At Reading there are several pits dug for the purpose of procuring brick clay, some of which reach to the chalk; an account of the strata at this place is given us by Dr. Brewer in the Phil. Trans 1800.

Immediately incumbent on the chalk is a stratum 2 feet thick of green sand containing numerous oyster shells. Many of these are entire, having both their valves united; but the animal matter being entirely gone, and the shell not having undergone the process of petrifaction, they are white and extremely brittle, and separate into laminæ. Fishes teeth are also found with them. Over this is a bed 8 feet thick of a bluish rough clay, then fuller's earth 2\scriptstyle \frac 12 feet, and line white sand 7 feet. Next is a stiff red clay, probably the plastic clay, of which tiles are made. This is much thicker than any of the other beds; and over is the alluvial soil. These strata are known to extend for several miles with little wariation.
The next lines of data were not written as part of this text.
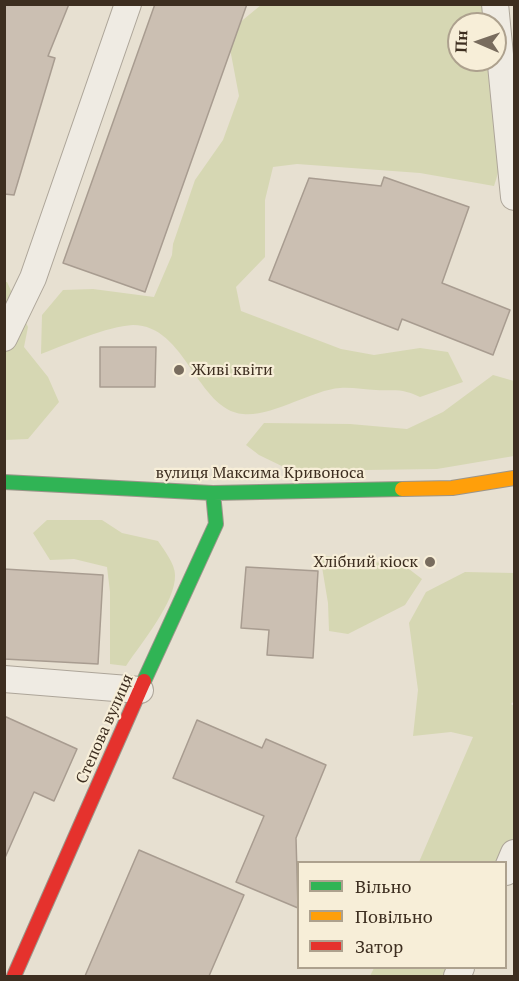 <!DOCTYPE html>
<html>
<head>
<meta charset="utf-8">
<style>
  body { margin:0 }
  #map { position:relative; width:519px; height:981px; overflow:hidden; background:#e7e0d1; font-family:"PT Serif",serif }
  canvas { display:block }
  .frame { position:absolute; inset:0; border:6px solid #3d2e20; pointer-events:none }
  .legend { position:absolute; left:297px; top:861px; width:210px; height:108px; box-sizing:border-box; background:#f7eed8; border:2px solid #ada18e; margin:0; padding:8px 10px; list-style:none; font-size:18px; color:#3d2e20 }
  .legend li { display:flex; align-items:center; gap:12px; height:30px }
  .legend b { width:30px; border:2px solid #ada18e }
  .north { position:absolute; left:447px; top:12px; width:60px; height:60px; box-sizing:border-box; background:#f7eed8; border:2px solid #ada18e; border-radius:50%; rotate:272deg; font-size:16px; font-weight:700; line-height:24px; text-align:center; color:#3d2e20 }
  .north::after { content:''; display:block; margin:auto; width:21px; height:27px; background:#786c5e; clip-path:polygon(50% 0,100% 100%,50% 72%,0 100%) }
</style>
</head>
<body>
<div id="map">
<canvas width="519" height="981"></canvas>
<div class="frame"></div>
<ul class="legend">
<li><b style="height:8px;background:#30b455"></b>Вільно</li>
<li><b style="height:8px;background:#ff9f0a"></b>Повільно</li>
<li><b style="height:8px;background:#e5322d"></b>Затор</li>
</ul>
<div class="north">Пн</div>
</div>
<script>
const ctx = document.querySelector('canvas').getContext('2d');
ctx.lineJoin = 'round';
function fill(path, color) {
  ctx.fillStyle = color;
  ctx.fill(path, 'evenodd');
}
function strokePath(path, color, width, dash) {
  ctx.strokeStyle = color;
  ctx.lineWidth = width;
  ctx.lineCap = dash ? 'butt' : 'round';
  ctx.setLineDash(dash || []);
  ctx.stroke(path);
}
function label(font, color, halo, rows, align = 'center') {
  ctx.font = font + ' "PT Serif",serif';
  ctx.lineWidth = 4.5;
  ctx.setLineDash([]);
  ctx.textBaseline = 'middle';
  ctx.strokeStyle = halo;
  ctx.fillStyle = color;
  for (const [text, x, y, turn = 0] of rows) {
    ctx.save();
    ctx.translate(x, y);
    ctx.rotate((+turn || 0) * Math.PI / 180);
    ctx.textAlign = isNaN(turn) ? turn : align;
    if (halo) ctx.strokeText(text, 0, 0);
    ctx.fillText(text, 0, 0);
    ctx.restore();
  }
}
const green = new Path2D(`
  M261,5H494L483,24H459V60H490C497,99 509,147 494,186L420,173L297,164L273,167L265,200V257L236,287L241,311L341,349L374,355L420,348L448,352L463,382L420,397C401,388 396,391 376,390C365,390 352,387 340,388C312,390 272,417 243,414C197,410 186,325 133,325C108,326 65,345 41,354L42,315L63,290L93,289L154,297L172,255L173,244L195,180L223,140L239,96L227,33Z
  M4,282H7L28,327L24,347L48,377L59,402L28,439L5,440Z
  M493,375L514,381V456L437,469L292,471L259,455L246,445L264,423L350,424L407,429L443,412Z
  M47,520H102L122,533L158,541C164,550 175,564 175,575C176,602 141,643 126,666L110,664V592L107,567L74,559L50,560L33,533Z
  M320,555L405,566L422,579L405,605L348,634L329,631L328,603Z
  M465,572L514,573V701L511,704L514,706V838L503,862H419L473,737L451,732L413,736L418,690L409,623L426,592Z
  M374,968H455L451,976H370Z`);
const building = new Path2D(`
  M4,4H69L48,56L55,58L14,195L4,194Z
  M155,4H247L145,292L63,263Z
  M384,177L469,207L442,283L510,310L493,355L402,319L398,330L269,280L309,178L381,186Z
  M100,347H156L155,387H100Z
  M246,567L318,571L313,658L267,655L269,630L241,628Z
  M4,569L103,575L98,664L4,659Z
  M4,716L77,749L54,801L34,792L4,860Z
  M197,720L262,748L266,739L326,765L296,838L298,908L236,882L264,816L173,778Z
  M139,850L244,895L209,976H85Z`);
const lane = new Path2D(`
  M495,4L514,197
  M4,338L33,278L128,4
  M4,679L140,690
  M506,872L514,853
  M457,976L461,968`);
const fast = new Path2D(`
  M4,482L213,493L402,489
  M144,681L216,524L213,493`);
const slow = new Path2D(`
  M402,489L452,488L514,478`);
const jam = new Path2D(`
  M14,976L144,681`);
const markers = [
  [179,370,6,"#786c5e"],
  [430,562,6,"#786c5e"]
];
const poiNames = [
  ["Живі квіти",191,370],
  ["Хлібний кіоск",418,562,"right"]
];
const streetNames = [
  ["вулиця Максима Кривоноса",260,473],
  ["Степова вулиця",105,729,-66]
];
fill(green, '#d6d7b3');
fill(building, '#cbbfb2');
strokePath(building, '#a89c90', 1.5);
strokePath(lane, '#ada599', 28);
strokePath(fast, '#9c958a', 16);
strokePath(slow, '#9c958a', 16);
strokePath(jam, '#9c958a', 16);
strokePath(lane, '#efebe3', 26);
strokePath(fast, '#30b455', 14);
strokePath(slow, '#ff9f0a', 14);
strokePath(jam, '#e5322d', 14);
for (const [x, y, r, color] of markers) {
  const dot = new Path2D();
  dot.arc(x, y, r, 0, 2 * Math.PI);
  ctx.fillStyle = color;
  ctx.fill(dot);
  strokePath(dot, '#f7eed8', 2);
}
label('16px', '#3d2e20', '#f7eed8', poiNames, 'left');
label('16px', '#3d2e20', '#f7eed8', streetNames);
</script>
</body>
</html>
At Brentford, on the borders of the Thames, about 6 miles from London, many important discoveries have been made in the grounds of Mr. Trimmer; an account of which has lately been read before the Royal Society. Here the chalk lies at a great depth, as they have dug 200 feet through the blue clay without coming to it. Immediately upon this clay are a few feet of sand and gravel with water; over that from 1 to 9 feet of calcareous loam; then sandy gravel 7 feet, and lastly calcareous loam or common brick earth 9 feet. In the blue clay were found the usual fossils of this stratum, being entirely marine. The three beds just over it contained a vast collection of the bones of elephants, both African and Indian, of the hippopotamus, the horns and jaws of oxen, the horns of deer, and both land and freshwater shells.